*** Opening Source data ***

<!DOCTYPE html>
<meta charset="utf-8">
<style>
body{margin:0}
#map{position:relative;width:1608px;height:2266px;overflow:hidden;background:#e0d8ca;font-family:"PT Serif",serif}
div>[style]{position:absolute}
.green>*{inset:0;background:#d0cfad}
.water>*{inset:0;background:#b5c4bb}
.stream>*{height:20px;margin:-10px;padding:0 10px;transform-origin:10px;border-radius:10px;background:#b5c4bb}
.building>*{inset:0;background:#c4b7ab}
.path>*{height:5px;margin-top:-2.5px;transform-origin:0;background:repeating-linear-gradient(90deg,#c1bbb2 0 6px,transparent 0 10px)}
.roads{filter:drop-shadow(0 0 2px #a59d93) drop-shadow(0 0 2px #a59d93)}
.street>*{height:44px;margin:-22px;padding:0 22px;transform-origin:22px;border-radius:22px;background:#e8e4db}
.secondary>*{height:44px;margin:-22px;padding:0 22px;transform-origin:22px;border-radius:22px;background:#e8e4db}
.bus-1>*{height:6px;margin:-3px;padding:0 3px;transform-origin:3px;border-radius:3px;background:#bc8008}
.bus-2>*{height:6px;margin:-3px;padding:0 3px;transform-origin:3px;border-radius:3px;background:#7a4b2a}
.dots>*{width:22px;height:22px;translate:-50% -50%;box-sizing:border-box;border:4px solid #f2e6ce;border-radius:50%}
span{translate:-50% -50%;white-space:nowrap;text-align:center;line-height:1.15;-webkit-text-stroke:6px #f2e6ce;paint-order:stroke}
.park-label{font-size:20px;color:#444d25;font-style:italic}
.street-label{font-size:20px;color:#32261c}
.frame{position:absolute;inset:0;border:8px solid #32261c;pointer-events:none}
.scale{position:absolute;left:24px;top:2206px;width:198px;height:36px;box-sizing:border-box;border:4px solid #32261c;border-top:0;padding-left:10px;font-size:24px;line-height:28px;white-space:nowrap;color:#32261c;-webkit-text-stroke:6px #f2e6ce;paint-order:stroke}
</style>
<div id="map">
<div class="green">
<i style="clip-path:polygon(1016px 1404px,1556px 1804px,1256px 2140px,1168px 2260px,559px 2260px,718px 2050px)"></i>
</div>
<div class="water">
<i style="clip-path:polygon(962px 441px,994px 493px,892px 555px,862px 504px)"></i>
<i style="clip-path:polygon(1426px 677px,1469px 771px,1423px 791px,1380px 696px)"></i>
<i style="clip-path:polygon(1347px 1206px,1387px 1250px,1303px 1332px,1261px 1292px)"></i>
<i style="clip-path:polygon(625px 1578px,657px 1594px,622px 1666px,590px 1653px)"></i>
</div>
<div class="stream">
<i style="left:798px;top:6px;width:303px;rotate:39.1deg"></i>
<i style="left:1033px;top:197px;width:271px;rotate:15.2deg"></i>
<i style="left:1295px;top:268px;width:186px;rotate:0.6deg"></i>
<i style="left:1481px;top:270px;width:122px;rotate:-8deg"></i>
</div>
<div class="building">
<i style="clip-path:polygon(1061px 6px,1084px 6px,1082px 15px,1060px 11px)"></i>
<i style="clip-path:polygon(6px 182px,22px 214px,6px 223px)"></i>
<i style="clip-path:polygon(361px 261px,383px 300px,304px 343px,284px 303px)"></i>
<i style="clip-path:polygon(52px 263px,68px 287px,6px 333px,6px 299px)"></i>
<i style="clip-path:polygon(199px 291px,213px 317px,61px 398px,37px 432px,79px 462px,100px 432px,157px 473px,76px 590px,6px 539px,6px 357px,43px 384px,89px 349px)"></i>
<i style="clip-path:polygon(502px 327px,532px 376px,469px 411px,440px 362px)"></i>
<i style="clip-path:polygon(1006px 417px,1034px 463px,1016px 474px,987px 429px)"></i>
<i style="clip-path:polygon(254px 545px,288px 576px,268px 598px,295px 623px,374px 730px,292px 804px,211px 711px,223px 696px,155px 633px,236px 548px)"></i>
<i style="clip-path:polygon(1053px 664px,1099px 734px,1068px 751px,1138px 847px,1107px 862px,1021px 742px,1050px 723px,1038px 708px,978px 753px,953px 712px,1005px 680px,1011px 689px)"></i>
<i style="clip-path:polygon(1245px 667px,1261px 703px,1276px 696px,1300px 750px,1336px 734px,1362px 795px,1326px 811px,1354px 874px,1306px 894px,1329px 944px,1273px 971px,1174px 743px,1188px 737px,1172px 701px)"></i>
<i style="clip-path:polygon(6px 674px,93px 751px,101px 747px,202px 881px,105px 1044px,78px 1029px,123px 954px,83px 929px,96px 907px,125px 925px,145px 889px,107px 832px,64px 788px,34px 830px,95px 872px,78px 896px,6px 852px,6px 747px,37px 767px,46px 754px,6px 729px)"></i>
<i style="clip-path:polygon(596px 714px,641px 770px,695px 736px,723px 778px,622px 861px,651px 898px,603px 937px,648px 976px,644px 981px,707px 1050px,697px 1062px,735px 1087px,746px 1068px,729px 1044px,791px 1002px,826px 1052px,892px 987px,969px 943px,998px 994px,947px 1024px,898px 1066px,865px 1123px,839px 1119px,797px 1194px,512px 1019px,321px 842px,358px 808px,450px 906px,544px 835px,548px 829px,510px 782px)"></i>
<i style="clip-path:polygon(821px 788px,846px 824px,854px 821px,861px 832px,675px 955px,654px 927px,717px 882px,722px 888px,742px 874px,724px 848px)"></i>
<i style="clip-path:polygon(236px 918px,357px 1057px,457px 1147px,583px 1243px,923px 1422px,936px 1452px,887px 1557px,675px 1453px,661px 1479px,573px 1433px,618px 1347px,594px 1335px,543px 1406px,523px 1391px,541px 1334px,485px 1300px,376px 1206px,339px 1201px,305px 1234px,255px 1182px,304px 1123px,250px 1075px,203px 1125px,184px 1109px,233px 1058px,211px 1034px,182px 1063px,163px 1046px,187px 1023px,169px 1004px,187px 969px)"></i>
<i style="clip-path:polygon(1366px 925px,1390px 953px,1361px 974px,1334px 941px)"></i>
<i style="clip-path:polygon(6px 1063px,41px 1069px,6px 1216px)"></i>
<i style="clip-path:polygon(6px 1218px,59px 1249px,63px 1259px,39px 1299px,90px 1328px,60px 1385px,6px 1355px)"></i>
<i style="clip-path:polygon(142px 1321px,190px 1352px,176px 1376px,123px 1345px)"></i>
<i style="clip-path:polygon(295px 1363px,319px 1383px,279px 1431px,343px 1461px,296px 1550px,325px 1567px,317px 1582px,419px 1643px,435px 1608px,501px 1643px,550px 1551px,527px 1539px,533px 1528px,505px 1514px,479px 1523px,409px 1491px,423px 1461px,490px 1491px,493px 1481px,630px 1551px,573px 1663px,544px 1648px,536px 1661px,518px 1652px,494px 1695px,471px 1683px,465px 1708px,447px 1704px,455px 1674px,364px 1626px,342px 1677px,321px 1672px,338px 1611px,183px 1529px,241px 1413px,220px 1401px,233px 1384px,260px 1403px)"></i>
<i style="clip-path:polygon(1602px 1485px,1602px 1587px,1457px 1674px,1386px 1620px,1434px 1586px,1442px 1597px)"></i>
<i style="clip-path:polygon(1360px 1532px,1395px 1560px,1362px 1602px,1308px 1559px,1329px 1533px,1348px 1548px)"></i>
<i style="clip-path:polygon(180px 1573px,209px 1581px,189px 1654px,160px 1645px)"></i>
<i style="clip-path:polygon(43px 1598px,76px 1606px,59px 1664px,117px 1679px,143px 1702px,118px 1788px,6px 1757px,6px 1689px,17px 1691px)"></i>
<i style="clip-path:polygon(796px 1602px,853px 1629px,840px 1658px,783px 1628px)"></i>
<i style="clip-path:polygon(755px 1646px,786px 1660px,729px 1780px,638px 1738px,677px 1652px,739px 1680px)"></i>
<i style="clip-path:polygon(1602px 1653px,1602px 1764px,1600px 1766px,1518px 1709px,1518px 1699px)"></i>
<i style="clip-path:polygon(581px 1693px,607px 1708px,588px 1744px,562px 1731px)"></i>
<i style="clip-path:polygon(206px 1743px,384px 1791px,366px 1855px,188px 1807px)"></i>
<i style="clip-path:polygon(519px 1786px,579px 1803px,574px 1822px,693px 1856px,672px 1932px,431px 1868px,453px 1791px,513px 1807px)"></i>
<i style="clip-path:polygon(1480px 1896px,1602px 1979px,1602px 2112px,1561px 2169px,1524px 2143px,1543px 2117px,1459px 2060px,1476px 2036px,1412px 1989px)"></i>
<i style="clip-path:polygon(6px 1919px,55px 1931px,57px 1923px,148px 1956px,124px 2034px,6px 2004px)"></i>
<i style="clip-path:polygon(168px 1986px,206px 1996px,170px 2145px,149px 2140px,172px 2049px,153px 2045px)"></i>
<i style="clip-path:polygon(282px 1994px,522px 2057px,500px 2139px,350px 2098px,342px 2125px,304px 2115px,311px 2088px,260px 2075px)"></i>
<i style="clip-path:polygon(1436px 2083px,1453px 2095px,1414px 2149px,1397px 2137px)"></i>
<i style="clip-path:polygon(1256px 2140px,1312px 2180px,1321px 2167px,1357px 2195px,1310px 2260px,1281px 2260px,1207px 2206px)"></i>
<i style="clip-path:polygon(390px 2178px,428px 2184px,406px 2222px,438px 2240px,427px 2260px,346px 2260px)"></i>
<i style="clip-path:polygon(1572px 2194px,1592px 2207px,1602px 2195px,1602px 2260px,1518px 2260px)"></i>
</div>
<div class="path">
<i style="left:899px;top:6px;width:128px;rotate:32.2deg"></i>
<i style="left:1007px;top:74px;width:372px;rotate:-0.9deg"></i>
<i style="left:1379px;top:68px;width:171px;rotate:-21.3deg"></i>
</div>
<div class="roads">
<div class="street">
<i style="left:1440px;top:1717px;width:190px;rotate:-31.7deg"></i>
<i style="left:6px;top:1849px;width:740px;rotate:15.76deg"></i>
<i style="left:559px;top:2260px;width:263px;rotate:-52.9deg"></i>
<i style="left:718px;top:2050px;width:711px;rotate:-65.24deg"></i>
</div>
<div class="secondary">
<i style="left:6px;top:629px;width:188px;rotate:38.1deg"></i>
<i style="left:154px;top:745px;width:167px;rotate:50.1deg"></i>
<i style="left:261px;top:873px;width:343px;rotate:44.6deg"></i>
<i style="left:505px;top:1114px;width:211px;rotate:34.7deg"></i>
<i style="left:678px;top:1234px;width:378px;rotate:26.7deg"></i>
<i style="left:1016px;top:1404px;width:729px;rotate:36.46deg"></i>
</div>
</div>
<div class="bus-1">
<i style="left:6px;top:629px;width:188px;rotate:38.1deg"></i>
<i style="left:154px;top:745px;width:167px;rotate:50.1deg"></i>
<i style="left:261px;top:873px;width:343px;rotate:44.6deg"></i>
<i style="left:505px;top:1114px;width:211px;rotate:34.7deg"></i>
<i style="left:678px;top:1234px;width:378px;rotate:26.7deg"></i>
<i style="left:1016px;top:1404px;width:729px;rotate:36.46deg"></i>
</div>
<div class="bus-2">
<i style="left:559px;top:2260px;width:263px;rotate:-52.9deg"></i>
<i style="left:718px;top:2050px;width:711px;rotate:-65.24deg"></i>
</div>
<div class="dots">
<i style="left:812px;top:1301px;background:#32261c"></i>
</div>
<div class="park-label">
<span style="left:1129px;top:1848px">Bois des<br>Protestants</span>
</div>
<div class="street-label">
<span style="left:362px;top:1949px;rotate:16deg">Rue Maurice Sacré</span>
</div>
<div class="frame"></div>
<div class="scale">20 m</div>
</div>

*** Closing Source data ***

▸ Instructions for the task:
Extract every line containing the string "stream" from the data above.

▸ Task result:
.stream>*{height:20px;margin:-10px;padding:0 10px;transform-origin:10px;border-radius:10px;background:#b5c4bb}
<div class="stream">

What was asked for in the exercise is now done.